> Work to be completed
The reply should be an exact transcription of every record.
··· Information supplied
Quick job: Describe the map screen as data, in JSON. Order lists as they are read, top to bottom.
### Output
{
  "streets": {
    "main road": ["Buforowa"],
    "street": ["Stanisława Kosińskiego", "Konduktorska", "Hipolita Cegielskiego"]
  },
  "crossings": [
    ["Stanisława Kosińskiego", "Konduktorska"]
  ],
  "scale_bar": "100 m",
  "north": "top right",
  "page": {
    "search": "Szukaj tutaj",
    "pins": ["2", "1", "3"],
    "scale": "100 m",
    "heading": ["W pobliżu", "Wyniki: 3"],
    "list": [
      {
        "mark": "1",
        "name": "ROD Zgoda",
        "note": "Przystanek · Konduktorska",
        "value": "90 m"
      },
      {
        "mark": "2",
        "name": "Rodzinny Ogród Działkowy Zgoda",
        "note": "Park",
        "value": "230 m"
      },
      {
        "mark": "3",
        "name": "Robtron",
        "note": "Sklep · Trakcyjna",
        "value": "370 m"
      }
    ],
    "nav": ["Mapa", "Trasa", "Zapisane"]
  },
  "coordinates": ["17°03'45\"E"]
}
······
> Response to the exercise
Quick job: Describe the map screen as data, in JSON. Order lists as they are read, top to bottom.
### Output
{
  "streets": {
    "main road": ["Buforowa"],
    "street": ["Stanisława Kosińskiego", "Konduktorska", "Hipolita Cegielskiego"]
  },
  "crossings": [
    ["Stanisława Kosińskiego", "Konduktorska"]
  ],
  "scale_bar": "100 m",
  "north": "top right",
  "page": {
    "search": "Szukaj tutaj",
    "pins": ["2", "1", "3"],
    "scale": "100 m",
    "heading": ["W pobliżu", "Wyniki: 3"],
    "list": [
      {
        "mark": "1",
        "name": "ROD Zgoda",
        "note": "Przystanek · Konduktorska",
        "value": "90 m"
      },
      {
        "mark": "2",
        "name": "Rodzinny Ogród Działkowy Zgoda",
        "note": "Park",
        "value": "230 m"
      },
      {
        "mark": "3",
        "name": "Robtron",
        "note": "Sklep · Trakcyjna",
        "value": "370 m"
      }
    ],
    "nav": ["Mapa", "Trasa", "Zapisane"]
  },
  "coordinates": ["17°03'45\"E"]
}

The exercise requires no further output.